For women in math classes, for example, perceiving a professor to have fixed views of intelligence prompts expectations of being stereotyped and lowers performance in the course, recent research demonstrates.

Similarly, the gap in course GPAs between Black, Latinx and Native American students and their white and Asian peers was more than twice as large in classes taught by faculty who endorsed more fixed views of ability, a study of over 15,000 college students found.

The label of “underprepared student” or “unprepared student” can be limiting. Too often, such labels are taken to indicate students’ ability and overshadow their potential for success in the classroom.

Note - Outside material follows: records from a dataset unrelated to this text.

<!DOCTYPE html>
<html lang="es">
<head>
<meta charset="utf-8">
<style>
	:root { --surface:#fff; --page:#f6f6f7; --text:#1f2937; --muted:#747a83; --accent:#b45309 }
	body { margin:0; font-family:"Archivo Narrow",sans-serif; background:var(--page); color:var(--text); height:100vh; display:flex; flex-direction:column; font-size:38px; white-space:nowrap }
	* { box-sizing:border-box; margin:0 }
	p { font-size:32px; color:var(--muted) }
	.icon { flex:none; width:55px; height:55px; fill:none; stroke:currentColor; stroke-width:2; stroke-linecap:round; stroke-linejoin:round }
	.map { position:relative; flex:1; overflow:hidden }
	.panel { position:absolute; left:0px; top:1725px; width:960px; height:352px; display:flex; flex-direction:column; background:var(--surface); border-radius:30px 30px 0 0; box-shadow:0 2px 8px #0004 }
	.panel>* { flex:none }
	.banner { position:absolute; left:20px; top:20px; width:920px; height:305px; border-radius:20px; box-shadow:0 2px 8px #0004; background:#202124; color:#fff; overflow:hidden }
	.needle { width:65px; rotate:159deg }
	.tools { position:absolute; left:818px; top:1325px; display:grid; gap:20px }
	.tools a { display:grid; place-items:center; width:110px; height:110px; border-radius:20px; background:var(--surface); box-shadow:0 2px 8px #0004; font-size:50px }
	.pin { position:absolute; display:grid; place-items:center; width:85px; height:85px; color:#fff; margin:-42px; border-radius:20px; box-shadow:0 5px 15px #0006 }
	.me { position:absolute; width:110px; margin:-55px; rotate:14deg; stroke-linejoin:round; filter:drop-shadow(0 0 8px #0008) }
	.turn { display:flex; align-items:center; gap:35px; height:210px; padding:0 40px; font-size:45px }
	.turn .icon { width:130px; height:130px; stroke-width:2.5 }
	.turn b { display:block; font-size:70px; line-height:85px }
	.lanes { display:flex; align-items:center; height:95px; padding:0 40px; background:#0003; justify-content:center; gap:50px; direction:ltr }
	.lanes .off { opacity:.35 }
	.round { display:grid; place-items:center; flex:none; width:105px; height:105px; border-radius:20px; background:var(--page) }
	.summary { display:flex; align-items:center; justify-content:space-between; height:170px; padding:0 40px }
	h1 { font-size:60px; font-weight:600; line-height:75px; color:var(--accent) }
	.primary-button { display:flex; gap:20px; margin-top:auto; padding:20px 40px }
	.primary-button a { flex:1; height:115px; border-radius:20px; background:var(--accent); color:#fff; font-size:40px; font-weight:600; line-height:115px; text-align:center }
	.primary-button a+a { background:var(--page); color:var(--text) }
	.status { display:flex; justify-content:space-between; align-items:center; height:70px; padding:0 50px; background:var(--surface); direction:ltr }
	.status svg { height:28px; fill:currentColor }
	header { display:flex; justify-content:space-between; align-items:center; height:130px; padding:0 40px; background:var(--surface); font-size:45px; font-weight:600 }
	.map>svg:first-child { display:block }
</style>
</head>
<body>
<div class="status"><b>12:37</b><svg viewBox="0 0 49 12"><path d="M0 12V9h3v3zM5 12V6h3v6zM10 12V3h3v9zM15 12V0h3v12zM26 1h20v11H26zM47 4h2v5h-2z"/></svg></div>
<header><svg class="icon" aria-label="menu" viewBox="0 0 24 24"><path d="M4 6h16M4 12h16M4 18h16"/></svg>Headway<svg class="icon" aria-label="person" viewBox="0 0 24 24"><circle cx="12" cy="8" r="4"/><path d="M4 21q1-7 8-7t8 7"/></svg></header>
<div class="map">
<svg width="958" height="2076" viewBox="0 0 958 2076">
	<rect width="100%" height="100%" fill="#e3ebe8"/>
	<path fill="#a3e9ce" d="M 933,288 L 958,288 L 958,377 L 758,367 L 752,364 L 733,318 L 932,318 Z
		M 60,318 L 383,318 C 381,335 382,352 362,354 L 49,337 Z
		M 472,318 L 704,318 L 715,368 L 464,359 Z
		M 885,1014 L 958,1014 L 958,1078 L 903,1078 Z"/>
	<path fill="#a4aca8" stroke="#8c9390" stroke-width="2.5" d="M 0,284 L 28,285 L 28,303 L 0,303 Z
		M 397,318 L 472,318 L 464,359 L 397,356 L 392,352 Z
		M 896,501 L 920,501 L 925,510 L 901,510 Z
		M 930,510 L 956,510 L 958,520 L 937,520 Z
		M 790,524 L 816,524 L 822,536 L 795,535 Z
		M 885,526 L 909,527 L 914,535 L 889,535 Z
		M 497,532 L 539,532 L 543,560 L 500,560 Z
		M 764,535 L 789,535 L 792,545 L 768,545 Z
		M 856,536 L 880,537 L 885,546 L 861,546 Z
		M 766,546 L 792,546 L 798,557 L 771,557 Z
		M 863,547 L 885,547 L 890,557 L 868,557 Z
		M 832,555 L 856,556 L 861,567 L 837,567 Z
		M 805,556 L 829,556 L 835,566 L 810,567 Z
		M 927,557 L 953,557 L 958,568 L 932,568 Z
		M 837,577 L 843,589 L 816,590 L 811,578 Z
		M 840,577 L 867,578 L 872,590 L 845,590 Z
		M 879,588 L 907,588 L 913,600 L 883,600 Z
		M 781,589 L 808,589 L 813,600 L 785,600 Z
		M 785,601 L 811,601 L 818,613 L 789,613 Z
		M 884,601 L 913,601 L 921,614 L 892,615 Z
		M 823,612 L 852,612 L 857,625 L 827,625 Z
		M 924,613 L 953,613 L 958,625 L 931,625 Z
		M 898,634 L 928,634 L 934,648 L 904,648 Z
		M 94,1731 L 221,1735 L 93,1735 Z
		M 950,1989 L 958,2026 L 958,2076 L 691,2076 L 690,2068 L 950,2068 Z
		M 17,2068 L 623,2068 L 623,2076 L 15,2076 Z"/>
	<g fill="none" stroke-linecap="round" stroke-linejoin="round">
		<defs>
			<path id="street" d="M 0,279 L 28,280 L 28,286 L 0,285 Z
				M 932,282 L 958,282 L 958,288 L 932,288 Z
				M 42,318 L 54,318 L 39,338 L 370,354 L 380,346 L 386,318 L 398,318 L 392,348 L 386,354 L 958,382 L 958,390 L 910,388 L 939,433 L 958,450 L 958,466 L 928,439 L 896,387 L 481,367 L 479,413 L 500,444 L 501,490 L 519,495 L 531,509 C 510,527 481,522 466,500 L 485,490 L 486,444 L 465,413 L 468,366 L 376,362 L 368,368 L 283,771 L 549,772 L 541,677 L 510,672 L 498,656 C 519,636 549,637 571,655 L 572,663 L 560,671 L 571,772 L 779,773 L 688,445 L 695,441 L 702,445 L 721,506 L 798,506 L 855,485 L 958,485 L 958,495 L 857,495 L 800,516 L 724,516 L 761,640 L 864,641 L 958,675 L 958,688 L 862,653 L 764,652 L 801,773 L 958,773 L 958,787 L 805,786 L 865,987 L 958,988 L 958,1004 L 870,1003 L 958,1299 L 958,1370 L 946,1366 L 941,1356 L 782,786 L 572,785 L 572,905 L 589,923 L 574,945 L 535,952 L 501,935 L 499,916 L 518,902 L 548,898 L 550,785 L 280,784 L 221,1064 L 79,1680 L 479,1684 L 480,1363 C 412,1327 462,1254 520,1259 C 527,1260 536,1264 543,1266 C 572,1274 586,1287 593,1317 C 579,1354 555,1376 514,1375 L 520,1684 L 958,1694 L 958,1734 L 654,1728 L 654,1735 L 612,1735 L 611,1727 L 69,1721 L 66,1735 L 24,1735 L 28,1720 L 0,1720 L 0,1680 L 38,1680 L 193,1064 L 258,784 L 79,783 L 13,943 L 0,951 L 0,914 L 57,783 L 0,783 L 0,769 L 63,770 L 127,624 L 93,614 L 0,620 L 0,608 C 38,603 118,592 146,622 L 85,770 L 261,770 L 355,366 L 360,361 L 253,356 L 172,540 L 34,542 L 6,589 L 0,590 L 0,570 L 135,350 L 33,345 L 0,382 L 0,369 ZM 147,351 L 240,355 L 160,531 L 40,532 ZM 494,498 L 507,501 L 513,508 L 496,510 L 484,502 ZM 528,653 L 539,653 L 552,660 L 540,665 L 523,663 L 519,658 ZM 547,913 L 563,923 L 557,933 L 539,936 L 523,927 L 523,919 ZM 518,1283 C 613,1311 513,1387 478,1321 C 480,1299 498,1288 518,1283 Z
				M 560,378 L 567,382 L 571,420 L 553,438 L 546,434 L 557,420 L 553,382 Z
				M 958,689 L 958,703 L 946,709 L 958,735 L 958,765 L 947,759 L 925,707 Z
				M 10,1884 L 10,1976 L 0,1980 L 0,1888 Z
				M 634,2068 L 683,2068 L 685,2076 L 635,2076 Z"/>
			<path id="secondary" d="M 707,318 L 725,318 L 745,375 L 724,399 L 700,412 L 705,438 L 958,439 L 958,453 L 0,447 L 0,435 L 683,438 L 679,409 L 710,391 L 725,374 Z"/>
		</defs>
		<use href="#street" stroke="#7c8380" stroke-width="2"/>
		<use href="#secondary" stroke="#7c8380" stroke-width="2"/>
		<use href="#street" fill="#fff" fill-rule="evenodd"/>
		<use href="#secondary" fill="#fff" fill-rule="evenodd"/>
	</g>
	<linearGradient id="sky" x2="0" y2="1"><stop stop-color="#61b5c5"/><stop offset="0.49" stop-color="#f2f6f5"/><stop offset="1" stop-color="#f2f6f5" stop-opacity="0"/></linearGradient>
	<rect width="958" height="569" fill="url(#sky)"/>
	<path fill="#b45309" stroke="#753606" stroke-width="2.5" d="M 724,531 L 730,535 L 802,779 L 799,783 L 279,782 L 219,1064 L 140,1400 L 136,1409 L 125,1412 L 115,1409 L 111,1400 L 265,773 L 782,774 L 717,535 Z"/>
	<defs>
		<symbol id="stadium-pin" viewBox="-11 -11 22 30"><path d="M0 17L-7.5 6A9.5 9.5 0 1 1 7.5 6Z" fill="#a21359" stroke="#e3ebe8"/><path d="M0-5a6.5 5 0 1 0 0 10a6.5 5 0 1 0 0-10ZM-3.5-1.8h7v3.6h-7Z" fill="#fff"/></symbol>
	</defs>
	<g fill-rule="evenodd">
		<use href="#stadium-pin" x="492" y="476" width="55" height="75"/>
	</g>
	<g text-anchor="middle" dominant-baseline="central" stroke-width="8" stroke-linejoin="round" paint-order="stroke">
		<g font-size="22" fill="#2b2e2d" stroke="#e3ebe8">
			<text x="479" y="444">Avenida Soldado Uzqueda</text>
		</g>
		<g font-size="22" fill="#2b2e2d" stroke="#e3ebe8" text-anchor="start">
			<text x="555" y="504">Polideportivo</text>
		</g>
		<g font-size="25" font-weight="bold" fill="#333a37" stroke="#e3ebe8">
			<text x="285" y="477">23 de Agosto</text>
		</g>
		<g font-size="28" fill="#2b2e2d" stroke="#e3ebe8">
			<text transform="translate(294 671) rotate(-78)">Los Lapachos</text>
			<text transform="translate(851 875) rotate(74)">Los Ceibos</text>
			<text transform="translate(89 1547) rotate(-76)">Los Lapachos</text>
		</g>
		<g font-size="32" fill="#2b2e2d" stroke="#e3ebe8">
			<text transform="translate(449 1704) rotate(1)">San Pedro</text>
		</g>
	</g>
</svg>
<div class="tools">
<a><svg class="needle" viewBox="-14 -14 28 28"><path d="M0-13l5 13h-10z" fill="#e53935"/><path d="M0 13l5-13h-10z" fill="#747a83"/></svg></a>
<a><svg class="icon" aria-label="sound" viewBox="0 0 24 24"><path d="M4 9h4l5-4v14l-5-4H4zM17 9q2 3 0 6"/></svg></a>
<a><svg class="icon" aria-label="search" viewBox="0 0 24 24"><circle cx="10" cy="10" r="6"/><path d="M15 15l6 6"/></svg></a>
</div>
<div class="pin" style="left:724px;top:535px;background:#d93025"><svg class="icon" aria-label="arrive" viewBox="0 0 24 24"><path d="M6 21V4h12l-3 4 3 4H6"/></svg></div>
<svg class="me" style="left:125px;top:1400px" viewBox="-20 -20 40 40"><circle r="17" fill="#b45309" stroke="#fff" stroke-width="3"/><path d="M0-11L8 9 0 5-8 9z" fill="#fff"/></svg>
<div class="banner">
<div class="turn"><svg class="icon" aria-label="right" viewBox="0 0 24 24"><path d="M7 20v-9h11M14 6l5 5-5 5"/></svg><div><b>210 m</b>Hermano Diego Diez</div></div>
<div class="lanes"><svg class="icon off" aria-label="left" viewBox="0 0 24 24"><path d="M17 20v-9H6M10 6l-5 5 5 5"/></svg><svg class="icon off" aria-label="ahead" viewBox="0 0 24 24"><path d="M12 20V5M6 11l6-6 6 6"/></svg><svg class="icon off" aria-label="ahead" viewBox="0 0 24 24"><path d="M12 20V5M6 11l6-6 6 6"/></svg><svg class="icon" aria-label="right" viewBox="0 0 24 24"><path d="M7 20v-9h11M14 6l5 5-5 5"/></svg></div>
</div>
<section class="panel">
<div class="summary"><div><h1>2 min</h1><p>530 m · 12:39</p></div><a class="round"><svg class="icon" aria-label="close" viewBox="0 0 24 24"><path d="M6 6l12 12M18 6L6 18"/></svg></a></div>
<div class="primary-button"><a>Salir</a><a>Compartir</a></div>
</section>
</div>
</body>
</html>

There are some potential solutions. Instructors can communicate with students and structure their courses in ways that support student growth. Faculty who participated in professional development opportunities like the Student Experience Project revised their syllabi to clearly signal their belief in student potential.

Instructors can also connect students with campus resources, normalizing the process of getting help with academic and nonacademic challenges. Course assessments can become lower stakes, with built-in opportunities for feedback and instructors using different strategies to help students improve their course performance.

Such strategies remind students that underpreparedness is not a fixed state, and that their ability is not seen as an immutable trait. By enacting more growth-minded approaches, instructors can promote greater feelings of belonging, efficacy and trust, which predict better performance even during a pandemic.

Of course, some students may need additional preparation to be able to succeed in their college coursework. Others might benefit from a pause to get basic needs met. Still others may need to clarify or home in on their sense of purpose and motivation to succeed in college.

To provide students the opportunity to showcase their potential, faculty must move away from labels like “underprepared” and “unprepared.” They must focus on creating classroom cultures of growth, and seek to discern what material students have not yet mastered so they can point them toward actionable steps for improvement.

Universities need to draw on students’ existing assets and strengths and challenge views of the immutability of intelligence and ability.

Learning does not end with a diploma. A student’s journey need not be assumed or defined by measures of their college preparedness, their transcripts and entrance exam scores. Institutions must be ready to support students not just during their transition to college — but all through the experience until graduation.